Let’s just break the seals on the race question. Black people don’t or can’t swim, at least like White people do. Right? Because, if they did, there’d be more Black people competing in the triathlons in which you and I participate. Right? It depends on which Black people and the time in history you’re talking about. A game-changer for me was the book Undercurrents of Power. In this book surfer, swimmer, author Kevin Dawson recounts a historic truth previously unknown to me and, probably, to most Americans: The West African aquatic culture during the Trans-Atlantic enslavement period was the dominant aquatic culture in the world at that time.

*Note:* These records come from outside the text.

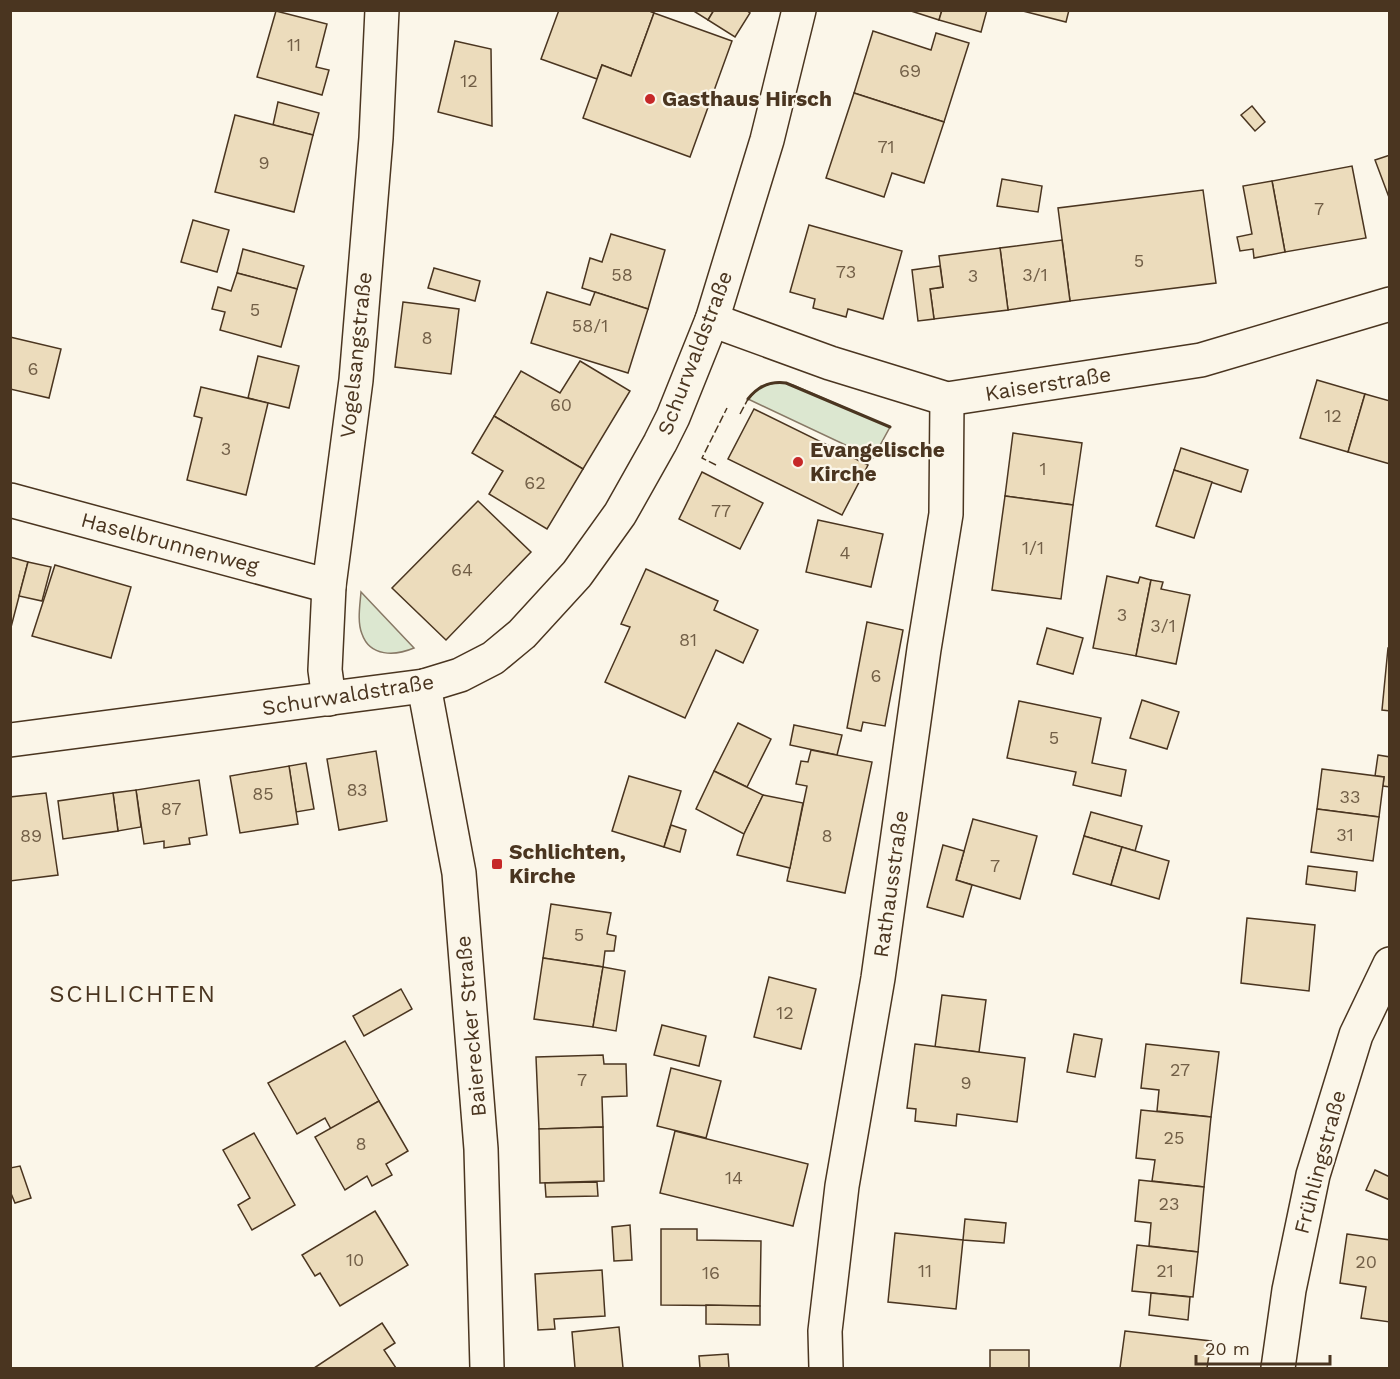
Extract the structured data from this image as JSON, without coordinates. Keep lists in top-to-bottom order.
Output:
{
  "streets": {
    "street": [
      "Schurwaldstraße",
      "Vogelsangstraße",
      "Kaiserstraße",
      "Haselbrunnenweg",
      "Rathausstraße",
      "Baierecker Straße",
      "Frühlingstraße"
    ]
  },
  "crossings": [
    ["Schurwaldstraße", "Vogelsangstraße"],
    ["Schurwaldstraße", "Kaiserstraße"],
    ["Schurwaldstraße", "Baierecker Straße"],
    ["Vogelsangstraße", "Haselbrunnenweg"],
    ["Kaiserstraße", "Rathausstraße"]
  ],
  "districts": ["SCHLICHTEN"],
  "places": {
    "other": ["Gasthaus Hirsch", "Evangelische Kirche"],
    "transit": ["Schlichten, Kirche"]
  },
  "house_numbers": [
    "11",
    "69",
    "12",
    "71",
    "9",
    "7",
    "5",
    "73",
    "58",
    "3/1",
    "3",
    "5",
    "58/1",
    "8",
    "6",
    "60",
    "12",
    "3",
    "1",
    "62",
    "77",
    "1/1",
    "4",
    "64",
    "3",
    "3/1",
    "81",
    "6",
    "5",
    "83",
    "85",
    "33",
    "87",
    "31",
    "89",
    "8",
    "7",
    "5",
    "12",
    "27",
    "7",
    "9",
    "25",
    "8",
    "14",
    "23",
    "10",
    "20",
    "11",
    "21",
    "16"
  ],
  "scale_bar": "20 m"
}
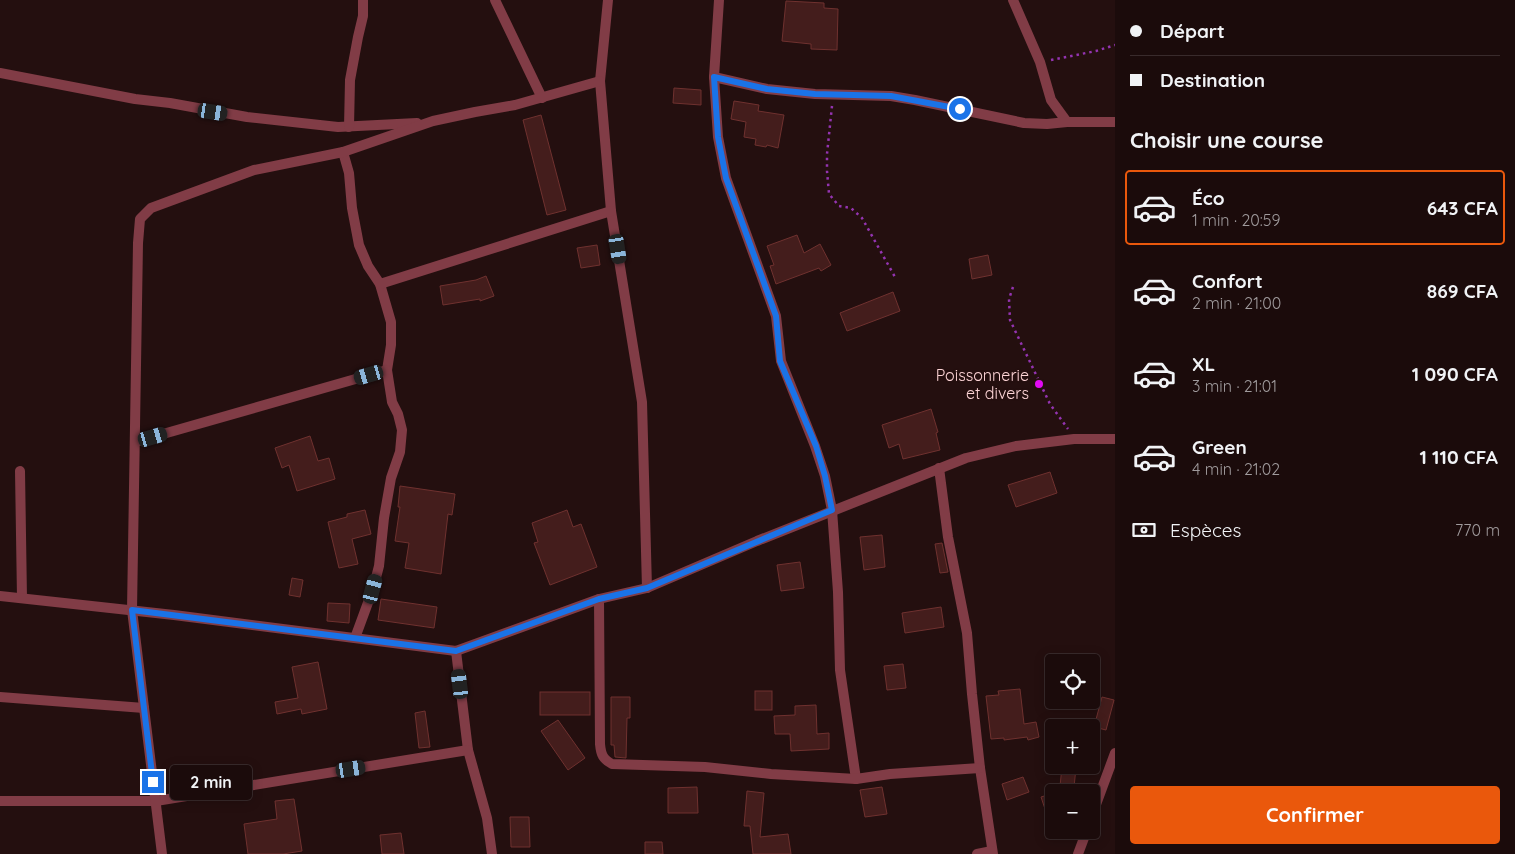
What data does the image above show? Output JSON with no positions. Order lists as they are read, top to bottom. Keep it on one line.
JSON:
{"places":["Poissonnerie et divers"],"page":{"banner":["Départ","Destination"],"heading":"Choisir une course","list":[{"name":"Éco","note":"1 min · 20:59","value":"643 CFA"},{"name":"Confort","note":"2 min · 21:00","value":"869 CFA"},{"name":"XL","note":"3 min · 21:01","value":"1 090 CFA"},{"name":"Green","note":"4 min · 21:02","value":"1 110 CFA"}],"pay":["Espèces","770 m"],"map_buttons":["+","−"],"bubble":"2 min","buttons":"Confirmer"}}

So, when the 17th or 18th century African who found or got himself from the Slave House to Gorée Island’s shoreline, and faced his or her decision, he or she was often armed with the skill and fitness to successfully make that 3.5-mile swim. I have long been of the opinion that our multisport events champion and memorialize the skills and journeys undertaken when it was for real, when survival was in the balance, and I can think of no more poignant example than the Gorée Island open water race. I want to race this event myself, of course, as many of you do too now that you know about it (if you watched that Al Jazeera clip), and an organization called Black Kids Swim is sending of Skylar and Noah to Senegal for this event.
It’s a shrewd decision because, if you are White and you think that Black people just don’t swim, you aren’t alone. A lot of Black people agree with you. The history of how an aquatic culture was stripped away from Black Americans is frustrating and infuriating, but it’s quite long and I’ll leave this for another time. The point is, when Black Kids Swim talks to kids and their parents about swimming, and they are faced with, “We don’t swim,” an honest history of aquatic culture allows and maybe demands this answer: But you used to.
There are more layers to The Gorée Project. West Africans aren’t only aware of what White colonialism meant to their countries, they’re often suspicious of Black Americans who – though wanting to connect with their African heritage – haven’t been Africans for several hundred years. Noah and Skylar are walking into this unknown. What will their reception be?
All this omits Skylar’s technical fear, which is, the race is 3.5 miles and she’s a pool-only, drop-dead sprinter. Her concern is apparent in the Gorée Island Project, which is going to be made into a documentary film, and the first installment just dropped and is here, just above, where you will meet the effervescent Skylar and Noah.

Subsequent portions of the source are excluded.